DATA IN THIS EXERCISE
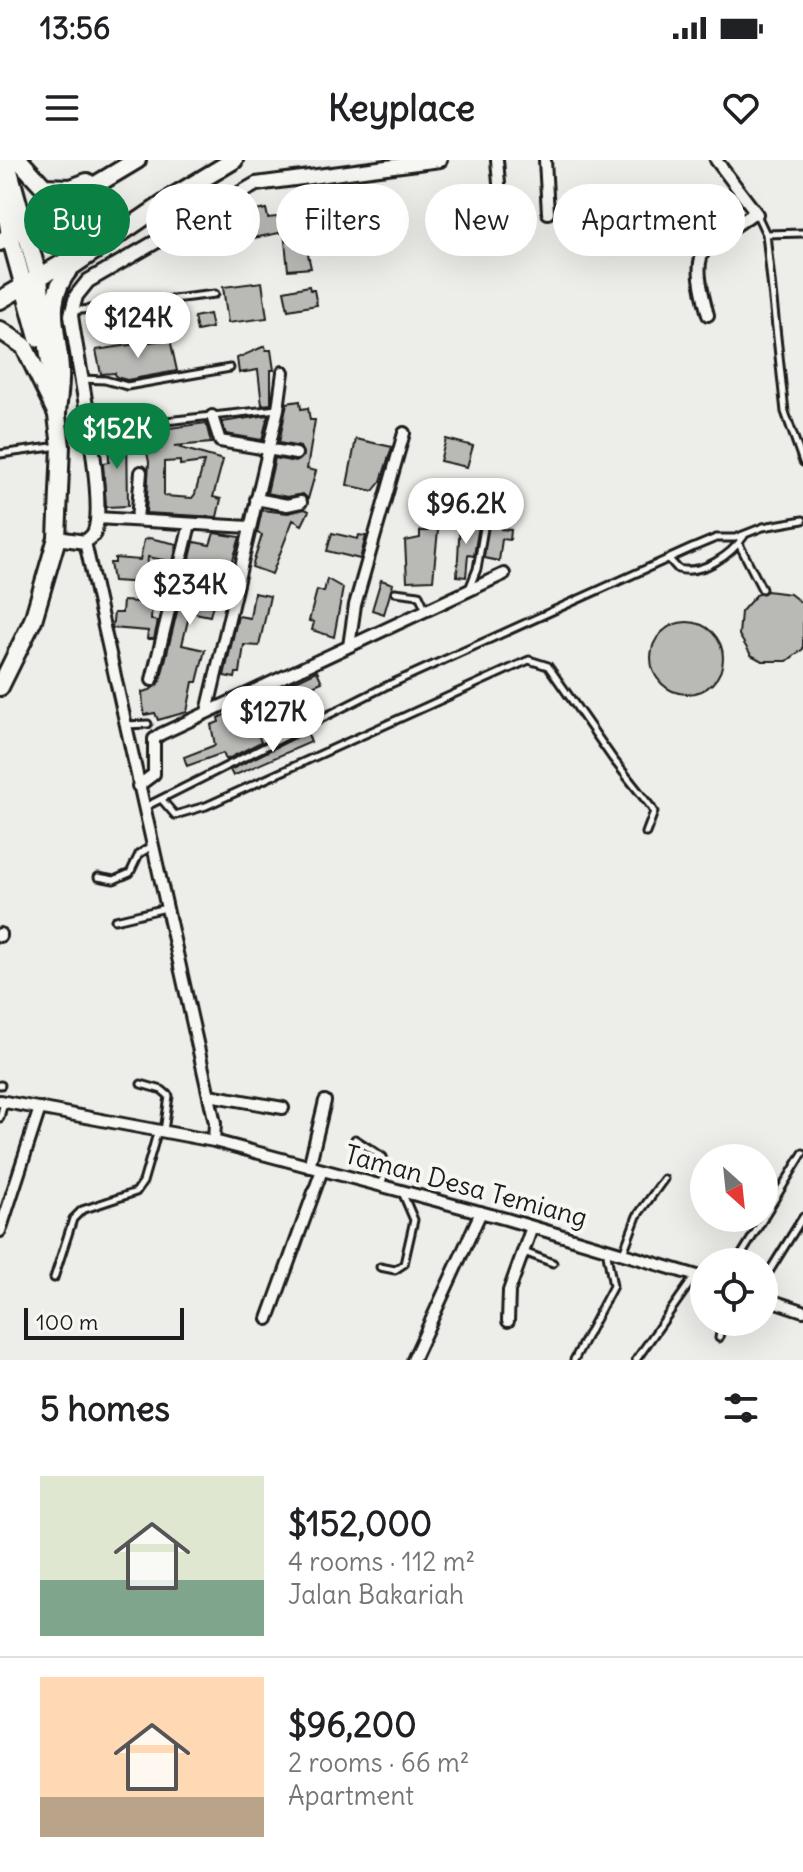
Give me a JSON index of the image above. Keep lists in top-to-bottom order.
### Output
{
  "streets": {
    "street": ["Taman Desa Temiang"]
  },
  "scale_bar": "100 m",
  "north": "bottom right",
  "page": {
    "status": "13:56",
    "header": "Keyplace",
    "chip": [
      "Buy",
      "Rent",
      "Filters",
      "New",
      "Apartment"
    ],
    "price": [
      "$124K",
      "$152K",
      "$96.2K",
      "$234K",
      "$127K"
    ],
    "scale": "100 m",
    "heading": "5 homes",
    "list": [
      {
        "name": "$152,000",
        "note": "4 rooms · 112 m² · Jalan Bakariah"
      },
      {
        "name": "$96,200",
        "note": "2 rooms · 66 m² · Apartment"
      }
    ]
  }
}
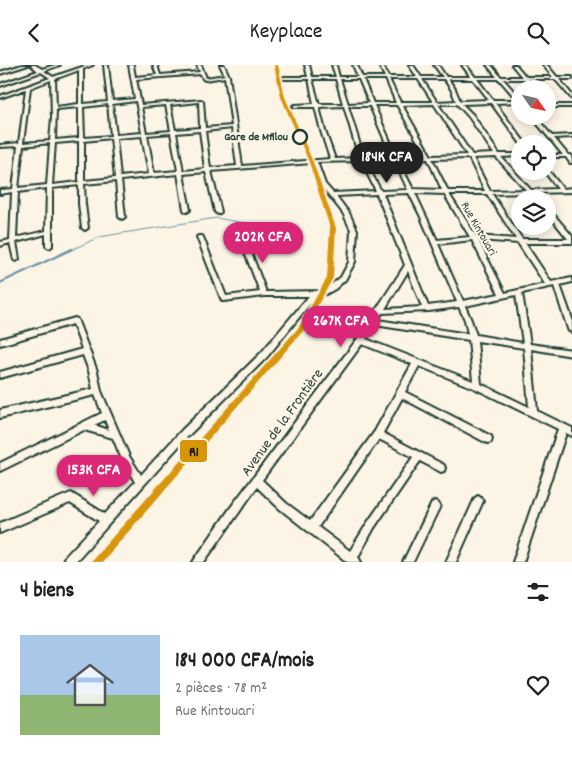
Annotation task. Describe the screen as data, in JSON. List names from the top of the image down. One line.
{"streets":{"street":["Rue Kintouari","Avenue de la Frontière"]},"places":["Gare de Mfilou"],"lines":["transit line R1"],"north":"bottom right","page":{"header":"Keyplace","price":["184K CFA","202K CFA","267K CFA","153K CFA"],"heading":"4 biens","list":[{"name":"184 000 CFA/mois","note":"2 pièces · 78 m² · Rue Kintouari"}]}}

WHAT THE TASK ASKS
Each line above should be written out again exactly, and no picture should appear in the copy.

SOLUTION FOR THIS EXERCISE
Give me a JSON index of the image above. Keep lists in top-to-bottom order.
### Output
{
  "streets": {
    "street": ["Taman Desa Temiang"]
  },
  "scale_bar": "100 m",
  "north": "bottom right",
  "page": {
    "status": "13:56",
    "header": "Keyplace",
    "chip": [
      "Buy",
      "Rent",
      "Filters",
      "New",
      "Apartment"
    ],
    "price": [
      "$124K",
      "$152K",
      "$96.2K",
      "$234K",
      "$127K"
    ],
    "scale": "100 m",
    "heading": "5 homes",
    "list": [
      {
        "name": "$152,000",
        "note": "4 rooms · 112 m² · Jalan Bakariah"
      },
      {
        "name": "$96,200",
        "note": "2 rooms · 66 m² · Apartment"
      }
    ]
  }
}
Annotation task. Describe the screen as data, in JSON. List names from the top of the image down. One line.
{"streets":{"street":["Rue Kintouari","Avenue de la Frontière"]},"places":["Gare de Mfilou"],"lines":["transit line R1"],"north":"bottom right","page":{"header":"Keyplace","price":["184K CFA","202K CFA","267K CFA","153K CFA"],"heading":"4 biens","list":[{"name":"184 000 CFA/mois","note":"2 pièces · 78 m² · Rue Kintouari"}]}}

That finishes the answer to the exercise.